#### Task goal
Repeat every line of the data verbatim.
═════ Records provided ═════
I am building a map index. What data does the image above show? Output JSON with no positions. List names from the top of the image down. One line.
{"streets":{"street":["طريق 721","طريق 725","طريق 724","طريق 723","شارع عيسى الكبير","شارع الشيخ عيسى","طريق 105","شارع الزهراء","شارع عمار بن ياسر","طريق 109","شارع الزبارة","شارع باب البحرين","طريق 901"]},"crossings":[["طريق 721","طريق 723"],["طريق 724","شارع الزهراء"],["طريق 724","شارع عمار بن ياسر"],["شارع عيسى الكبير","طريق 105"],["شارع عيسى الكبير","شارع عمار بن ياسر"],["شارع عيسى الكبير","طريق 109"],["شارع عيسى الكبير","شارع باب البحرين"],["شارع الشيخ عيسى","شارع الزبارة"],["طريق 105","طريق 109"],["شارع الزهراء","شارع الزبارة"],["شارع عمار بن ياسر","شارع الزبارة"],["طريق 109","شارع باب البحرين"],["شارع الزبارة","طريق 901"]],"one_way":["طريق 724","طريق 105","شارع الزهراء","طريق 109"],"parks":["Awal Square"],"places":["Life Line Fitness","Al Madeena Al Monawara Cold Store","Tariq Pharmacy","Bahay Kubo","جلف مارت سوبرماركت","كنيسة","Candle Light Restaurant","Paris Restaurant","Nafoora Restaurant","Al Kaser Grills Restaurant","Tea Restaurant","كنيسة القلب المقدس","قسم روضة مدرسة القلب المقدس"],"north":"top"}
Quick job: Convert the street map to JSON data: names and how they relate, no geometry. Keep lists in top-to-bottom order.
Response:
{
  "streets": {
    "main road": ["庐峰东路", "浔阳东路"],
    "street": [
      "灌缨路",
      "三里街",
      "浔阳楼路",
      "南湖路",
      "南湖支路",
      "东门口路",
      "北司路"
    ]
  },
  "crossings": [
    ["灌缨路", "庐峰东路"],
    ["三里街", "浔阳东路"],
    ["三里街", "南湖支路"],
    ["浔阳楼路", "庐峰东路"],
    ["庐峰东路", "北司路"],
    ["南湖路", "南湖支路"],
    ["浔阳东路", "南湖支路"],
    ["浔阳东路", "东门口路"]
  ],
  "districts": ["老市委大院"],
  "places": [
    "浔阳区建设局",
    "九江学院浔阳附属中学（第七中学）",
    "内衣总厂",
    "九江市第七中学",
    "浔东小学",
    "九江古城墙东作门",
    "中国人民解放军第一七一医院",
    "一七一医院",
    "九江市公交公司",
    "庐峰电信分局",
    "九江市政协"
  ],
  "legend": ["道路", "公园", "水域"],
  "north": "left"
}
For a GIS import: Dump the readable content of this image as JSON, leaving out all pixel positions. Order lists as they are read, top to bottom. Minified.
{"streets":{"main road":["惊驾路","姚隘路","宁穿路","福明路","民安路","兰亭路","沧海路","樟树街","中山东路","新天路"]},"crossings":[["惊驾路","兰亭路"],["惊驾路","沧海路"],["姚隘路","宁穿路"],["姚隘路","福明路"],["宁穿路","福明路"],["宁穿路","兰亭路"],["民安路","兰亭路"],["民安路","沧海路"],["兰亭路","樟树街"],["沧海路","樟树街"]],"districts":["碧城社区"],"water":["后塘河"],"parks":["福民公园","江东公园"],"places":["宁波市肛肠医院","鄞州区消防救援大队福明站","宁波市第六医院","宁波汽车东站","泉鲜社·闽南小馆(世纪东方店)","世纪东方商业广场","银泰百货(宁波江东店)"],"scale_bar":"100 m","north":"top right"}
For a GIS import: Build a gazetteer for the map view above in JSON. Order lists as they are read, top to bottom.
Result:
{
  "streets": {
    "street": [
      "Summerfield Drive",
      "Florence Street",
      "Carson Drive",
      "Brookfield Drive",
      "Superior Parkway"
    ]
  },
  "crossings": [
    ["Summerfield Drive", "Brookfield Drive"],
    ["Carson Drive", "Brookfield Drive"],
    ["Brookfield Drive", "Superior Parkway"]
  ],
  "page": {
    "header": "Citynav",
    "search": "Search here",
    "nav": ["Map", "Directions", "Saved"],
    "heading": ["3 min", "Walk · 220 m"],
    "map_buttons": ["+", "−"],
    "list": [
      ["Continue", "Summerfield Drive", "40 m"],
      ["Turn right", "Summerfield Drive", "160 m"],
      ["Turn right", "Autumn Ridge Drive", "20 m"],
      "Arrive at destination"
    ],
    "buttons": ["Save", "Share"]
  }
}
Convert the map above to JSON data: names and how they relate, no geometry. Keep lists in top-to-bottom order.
═════
#### Exercise output
I am building a map index. What data does the image above show? Output JSON with no positions. List names from the top of the image down. One line.
{"streets":{"street":["طريق 721","طريق 725","طريق 724","طريق 723","شارع عيسى الكبير","شارع الشيخ عيسى","طريق 105","شارع الزهراء","شارع عمار بن ياسر","طريق 109","شارع الزبارة","شارع باب البحرين","طريق 901"]},"crossings":[["طريق 721","طريق 723"],["طريق 724","شارع الزهراء"],["طريق 724","شارع عمار بن ياسر"],["شارع عيسى الكبير","طريق 105"],["شارع عيسى الكبير","شارع عمار بن ياسر"],["شارع عيسى الكبير","طريق 109"],["شارع عيسى الكبير","شارع باب البحرين"],["شارع الشيخ عيسى","شارع الزبارة"],["طريق 105","طريق 109"],["شارع الزهراء","شارع الزبارة"],["شارع عمار بن ياسر","شارع الزبارة"],["طريق 109","شارع باب البحرين"],["شارع الزبارة","طريق 901"]],"one_way":["طريق 724","طريق 105","شارع الزهراء","طريق 109"],"parks":["Awal Square"],"places":["Life Line Fitness","Al Madeena Al Monawara Cold Store","Tariq Pharmacy","Bahay Kubo","جلف مارت سوبرماركت","كنيسة","Candle Light Restaurant","Paris Restaurant","Nafoora Restaurant","Al Kaser Grills Restaurant","Tea Restaurant","كنيسة القلب المقدس","قسم روضة مدرسة القلب المقدس"],"north":"top"}
Quick job: Convert the street map to JSON data: names and how they relate, no geometry. Keep lists in top-to-bottom order.
Response:
{
  "streets": {
    "main road": ["庐峰东路", "浔阳东路"],
    "street": [
      "灌缨路",
      "三里街",
      "浔阳楼路",
      "南湖路",
      "南湖支路",
      "东门口路",
      "北司路"
    ]
  },
  "crossings": [
    ["灌缨路", "庐峰东路"],
    ["三里街", "浔阳东路"],
    ["三里街", "南湖支路"],
    ["浔阳楼路", "庐峰东路"],
    ["庐峰东路", "北司路"],
    ["南湖路", "南湖支路"],
    ["浔阳东路", "南湖支路"],
    ["浔阳东路", "东门口路"]
  ],
  "districts": ["老市委大院"],
  "places": [
    "浔阳区建设局",
    "九江学院浔阳附属中学（第七中学）",
    "内衣总厂",
    "九江市第七中学",
    "浔东小学",
    "九江古城墙东作门",
    "中国人民解放军第一七一医院",
    "一七一医院",
    "九江市公交公司",
    "庐峰电信分局",
    "九江市政协"
  ],
  "legend": ["道路", "公园", "水域"],
  "north": "left"
}
For a GIS import: Dump the readable content of this image as JSON, leaving out all pixel positions. Order lists as they are read, top to bottom. Minified.
{"streets":{"main road":["惊驾路","姚隘路","宁穿路","福明路","民安路","兰亭路","沧海路","樟树街","中山东路","新天路"]},"crossings":[["惊驾路","兰亭路"],["惊驾路","沧海路"],["姚隘路","宁穿路"],["姚隘路","福明路"],["宁穿路","福明路"],["宁穿路","兰亭路"],["民安路","兰亭路"],["民安路","沧海路"],["兰亭路","樟树街"],["沧海路","樟树街"]],"districts":["碧城社区"],"water":["后塘河"],"parks":["福民公园","江东公园"],"places":["宁波市肛肠医院","鄞州区消防救援大队福明站","宁波市第六医院","宁波汽车东站","泉鲜社·闽南小馆(世纪东方店)","世纪东方商业广场","银泰百货(宁波江东店)"],"scale_bar":"100 m","north":"top right"}
For a GIS import: Build a gazetteer for the map view above in JSON. Order lists as they are read, top to bottom.
Result:
{
  "streets": {
    "street": [
      "Summerfield Drive",
      "Florence Street",
      "Carson Drive",
      "Brookfield Drive",
      "Superior Parkway"
    ]
  },
  "crossings": [
    ["Summerfield Drive", "Brookfield Drive"],
    ["Carson Drive", "Brookfield Drive"],
    ["Brookfield Drive", "Superior Parkway"]
  ],
  "page": {
    "header": "Citynav",
    "search": "Search here",
    "nav": ["Map", "Directions", "Saved"],
    "heading": ["3 min", "Walk · 220 m"],
    "map_buttons": ["+", "−"],
    "list": [
      ["Continue", "Summerfield Drive", "40 m"],
      ["Turn right", "Summerfield Drive", "160 m"],
      ["Turn right", "Autumn Ridge Drive", "20 m"],
      "Arrive at destination"
    ],
    "buttons": ["Save", "Share"]
  }
}
Convert the map above to JSON data: names and how they relate, no geometry. Keep lists in top-to-bottom order.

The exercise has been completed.